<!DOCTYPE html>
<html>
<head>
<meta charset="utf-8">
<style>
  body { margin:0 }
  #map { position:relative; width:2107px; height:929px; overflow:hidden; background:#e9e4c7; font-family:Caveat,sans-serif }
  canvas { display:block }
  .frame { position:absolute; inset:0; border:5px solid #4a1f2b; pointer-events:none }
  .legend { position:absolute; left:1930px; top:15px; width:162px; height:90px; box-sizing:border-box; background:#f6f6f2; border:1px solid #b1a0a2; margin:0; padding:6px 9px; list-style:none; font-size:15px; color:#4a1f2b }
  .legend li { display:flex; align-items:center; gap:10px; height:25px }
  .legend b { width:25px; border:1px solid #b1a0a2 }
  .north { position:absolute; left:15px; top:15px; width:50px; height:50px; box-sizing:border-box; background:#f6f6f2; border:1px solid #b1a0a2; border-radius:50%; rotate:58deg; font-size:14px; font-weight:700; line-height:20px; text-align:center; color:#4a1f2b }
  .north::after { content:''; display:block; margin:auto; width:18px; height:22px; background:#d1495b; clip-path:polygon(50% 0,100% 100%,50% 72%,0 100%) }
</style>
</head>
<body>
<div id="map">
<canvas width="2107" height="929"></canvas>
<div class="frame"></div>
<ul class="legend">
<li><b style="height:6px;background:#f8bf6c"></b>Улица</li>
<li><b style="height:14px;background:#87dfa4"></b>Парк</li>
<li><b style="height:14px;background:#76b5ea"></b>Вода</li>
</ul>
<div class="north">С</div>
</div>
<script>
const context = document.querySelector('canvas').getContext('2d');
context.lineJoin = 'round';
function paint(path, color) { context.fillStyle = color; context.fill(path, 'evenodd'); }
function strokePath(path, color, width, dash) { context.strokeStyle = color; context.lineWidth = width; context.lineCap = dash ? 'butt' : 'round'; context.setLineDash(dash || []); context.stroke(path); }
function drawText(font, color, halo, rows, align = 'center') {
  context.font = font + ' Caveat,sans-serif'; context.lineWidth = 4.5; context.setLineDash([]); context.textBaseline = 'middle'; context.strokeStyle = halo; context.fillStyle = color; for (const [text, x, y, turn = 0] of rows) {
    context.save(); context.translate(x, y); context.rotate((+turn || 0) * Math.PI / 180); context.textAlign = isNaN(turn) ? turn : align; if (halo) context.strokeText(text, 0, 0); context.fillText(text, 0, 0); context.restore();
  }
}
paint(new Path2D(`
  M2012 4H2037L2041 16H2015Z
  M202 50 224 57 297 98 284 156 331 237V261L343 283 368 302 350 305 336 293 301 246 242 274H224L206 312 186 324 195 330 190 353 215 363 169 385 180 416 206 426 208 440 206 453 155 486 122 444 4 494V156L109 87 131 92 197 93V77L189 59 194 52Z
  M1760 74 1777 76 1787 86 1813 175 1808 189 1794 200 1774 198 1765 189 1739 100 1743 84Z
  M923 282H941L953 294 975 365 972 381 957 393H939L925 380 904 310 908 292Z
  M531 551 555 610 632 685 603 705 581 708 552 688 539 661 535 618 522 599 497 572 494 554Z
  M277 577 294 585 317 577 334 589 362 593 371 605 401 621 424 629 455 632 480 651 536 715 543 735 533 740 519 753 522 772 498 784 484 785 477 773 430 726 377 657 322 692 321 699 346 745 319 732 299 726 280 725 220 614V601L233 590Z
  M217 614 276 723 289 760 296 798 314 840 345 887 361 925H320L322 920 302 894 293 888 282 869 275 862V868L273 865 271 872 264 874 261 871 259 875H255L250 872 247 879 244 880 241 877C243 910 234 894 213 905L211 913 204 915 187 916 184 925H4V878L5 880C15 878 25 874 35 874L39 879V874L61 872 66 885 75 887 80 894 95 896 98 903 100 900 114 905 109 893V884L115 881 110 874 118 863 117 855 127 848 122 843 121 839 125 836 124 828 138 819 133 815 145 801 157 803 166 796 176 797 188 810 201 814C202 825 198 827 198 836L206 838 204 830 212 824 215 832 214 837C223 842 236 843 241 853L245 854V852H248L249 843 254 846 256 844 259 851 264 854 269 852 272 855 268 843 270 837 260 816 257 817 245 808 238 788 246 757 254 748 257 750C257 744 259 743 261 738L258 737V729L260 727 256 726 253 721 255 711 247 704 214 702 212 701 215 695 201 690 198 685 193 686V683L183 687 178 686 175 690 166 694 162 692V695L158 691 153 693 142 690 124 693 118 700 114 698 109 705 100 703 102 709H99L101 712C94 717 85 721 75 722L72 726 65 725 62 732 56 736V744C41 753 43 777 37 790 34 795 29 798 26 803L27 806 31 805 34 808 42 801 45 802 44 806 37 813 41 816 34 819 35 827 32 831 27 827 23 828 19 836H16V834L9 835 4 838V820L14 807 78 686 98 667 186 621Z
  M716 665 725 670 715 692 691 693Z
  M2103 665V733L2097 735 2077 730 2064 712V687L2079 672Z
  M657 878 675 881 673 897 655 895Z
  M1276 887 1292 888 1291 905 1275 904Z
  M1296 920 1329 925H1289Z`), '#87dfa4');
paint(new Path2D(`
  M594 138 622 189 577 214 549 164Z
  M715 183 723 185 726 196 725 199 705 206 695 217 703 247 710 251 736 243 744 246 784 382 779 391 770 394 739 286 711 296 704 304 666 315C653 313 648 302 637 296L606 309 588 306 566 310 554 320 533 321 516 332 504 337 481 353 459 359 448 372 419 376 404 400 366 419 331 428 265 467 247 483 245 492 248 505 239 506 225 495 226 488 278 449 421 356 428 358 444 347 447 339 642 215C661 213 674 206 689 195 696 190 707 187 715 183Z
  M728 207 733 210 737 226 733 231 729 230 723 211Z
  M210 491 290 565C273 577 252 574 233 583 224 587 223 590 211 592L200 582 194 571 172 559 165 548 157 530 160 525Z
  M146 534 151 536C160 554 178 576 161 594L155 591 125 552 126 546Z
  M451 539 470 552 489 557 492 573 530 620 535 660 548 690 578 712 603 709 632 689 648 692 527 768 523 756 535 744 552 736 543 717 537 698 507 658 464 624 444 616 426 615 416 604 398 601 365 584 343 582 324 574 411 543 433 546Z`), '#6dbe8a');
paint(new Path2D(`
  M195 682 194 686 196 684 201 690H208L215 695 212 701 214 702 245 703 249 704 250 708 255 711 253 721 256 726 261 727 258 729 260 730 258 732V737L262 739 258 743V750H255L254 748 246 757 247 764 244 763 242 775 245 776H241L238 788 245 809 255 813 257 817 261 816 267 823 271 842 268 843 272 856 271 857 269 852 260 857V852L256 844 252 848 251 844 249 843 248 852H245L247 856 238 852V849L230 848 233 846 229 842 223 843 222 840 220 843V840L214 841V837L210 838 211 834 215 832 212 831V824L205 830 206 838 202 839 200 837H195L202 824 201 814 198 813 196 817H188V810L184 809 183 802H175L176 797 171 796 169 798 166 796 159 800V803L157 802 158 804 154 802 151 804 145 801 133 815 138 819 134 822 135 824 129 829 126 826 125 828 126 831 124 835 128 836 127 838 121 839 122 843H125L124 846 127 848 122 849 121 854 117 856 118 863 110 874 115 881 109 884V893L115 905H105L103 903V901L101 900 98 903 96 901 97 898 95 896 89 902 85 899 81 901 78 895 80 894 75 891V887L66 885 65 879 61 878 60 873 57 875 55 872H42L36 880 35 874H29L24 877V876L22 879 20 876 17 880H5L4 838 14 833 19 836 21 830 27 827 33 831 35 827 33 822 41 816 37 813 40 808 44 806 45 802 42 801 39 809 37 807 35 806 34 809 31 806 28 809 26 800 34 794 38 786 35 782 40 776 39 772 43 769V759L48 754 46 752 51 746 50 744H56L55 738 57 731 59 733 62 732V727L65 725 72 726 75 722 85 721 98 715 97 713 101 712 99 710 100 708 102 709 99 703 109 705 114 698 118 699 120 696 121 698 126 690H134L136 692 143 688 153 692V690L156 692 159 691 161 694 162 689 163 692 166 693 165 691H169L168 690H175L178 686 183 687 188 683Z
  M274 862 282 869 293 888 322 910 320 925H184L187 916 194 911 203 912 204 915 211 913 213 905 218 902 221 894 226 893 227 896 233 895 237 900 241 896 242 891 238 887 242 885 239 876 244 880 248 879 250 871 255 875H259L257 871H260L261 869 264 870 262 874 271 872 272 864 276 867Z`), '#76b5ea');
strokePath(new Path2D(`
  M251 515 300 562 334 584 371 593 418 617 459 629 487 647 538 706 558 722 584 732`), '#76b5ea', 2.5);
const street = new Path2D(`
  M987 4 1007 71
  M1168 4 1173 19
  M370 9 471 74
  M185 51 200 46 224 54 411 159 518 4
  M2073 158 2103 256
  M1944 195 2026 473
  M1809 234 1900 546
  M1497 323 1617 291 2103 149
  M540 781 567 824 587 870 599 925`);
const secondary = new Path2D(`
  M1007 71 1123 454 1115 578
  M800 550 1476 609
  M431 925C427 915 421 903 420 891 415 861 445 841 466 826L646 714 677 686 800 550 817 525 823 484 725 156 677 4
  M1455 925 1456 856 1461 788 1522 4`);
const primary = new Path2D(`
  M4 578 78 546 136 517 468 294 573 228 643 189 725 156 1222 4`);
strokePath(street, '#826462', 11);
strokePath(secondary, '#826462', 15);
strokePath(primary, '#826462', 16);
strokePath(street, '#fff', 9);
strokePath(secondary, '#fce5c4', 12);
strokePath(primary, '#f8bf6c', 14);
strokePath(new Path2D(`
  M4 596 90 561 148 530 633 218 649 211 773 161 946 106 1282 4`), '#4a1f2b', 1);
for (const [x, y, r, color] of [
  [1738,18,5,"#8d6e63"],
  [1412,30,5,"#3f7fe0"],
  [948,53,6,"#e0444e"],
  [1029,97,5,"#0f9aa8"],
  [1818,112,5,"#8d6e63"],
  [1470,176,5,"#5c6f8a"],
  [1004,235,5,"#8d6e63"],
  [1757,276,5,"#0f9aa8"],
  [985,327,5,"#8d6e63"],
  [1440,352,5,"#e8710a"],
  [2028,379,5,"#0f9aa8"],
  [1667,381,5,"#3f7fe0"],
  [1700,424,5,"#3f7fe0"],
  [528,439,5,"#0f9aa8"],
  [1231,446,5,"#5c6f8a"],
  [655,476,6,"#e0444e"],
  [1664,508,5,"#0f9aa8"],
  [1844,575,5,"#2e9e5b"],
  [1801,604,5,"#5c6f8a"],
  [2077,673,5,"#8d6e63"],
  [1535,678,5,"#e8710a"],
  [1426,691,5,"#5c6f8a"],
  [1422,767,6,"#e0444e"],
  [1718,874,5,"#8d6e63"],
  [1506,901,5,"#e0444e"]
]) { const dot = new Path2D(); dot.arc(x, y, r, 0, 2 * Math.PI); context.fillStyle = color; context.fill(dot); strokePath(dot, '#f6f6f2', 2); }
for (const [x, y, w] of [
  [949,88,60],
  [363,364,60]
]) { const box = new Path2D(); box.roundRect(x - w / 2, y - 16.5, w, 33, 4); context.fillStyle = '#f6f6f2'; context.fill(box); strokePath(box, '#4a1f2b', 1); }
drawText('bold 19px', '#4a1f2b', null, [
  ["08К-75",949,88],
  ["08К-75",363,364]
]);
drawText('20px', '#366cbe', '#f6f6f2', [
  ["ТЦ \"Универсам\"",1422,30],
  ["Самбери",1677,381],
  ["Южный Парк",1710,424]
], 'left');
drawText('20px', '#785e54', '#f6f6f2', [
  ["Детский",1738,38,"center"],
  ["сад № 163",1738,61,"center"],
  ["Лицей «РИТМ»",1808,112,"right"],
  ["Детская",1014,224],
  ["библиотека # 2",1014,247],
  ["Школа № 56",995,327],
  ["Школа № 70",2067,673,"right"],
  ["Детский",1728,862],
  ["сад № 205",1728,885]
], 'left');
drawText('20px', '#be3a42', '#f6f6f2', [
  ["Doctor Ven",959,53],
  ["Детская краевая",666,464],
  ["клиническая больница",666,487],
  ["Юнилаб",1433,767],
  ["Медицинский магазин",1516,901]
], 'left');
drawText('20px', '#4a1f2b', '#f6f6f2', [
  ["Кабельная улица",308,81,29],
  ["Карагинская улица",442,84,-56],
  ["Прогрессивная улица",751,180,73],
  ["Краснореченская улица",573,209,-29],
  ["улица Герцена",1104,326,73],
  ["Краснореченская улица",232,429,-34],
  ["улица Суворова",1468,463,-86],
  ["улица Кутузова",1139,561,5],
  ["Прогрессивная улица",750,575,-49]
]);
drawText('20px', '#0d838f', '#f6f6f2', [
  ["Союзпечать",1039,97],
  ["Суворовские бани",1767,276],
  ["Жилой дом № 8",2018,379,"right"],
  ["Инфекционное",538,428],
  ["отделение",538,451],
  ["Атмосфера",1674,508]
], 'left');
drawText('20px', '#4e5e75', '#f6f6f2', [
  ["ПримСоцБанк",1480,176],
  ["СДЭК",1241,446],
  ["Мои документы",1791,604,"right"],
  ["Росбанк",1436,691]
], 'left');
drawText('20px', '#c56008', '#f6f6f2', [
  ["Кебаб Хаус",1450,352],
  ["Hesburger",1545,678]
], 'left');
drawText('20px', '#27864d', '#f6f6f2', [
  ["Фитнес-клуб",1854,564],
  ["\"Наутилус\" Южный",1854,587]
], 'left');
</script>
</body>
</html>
*****
For each line above that contains the word "halo", give the line as it is written.

Result.
function drawText(font, color, halo, rows, align = 'center') {
  context.font = font + ' Caveat,sans-serif'; context.lineWidth = 4.5; context.setLineDash([]); context.textBaseline = 'middle'; context.strokeStyle = halo; context.fillStyle = color; for (const [text, x, y, turn = 0] of rows) {
    context.save(); context.translate(x, y); context.rotate((+turn || 0) * Math.PI / 180); context.textAlign = isNaN(turn) ? turn : align; if (halo) context.strokeText(text, 0, 0); context.fillText(text, 0, 0); context.restore();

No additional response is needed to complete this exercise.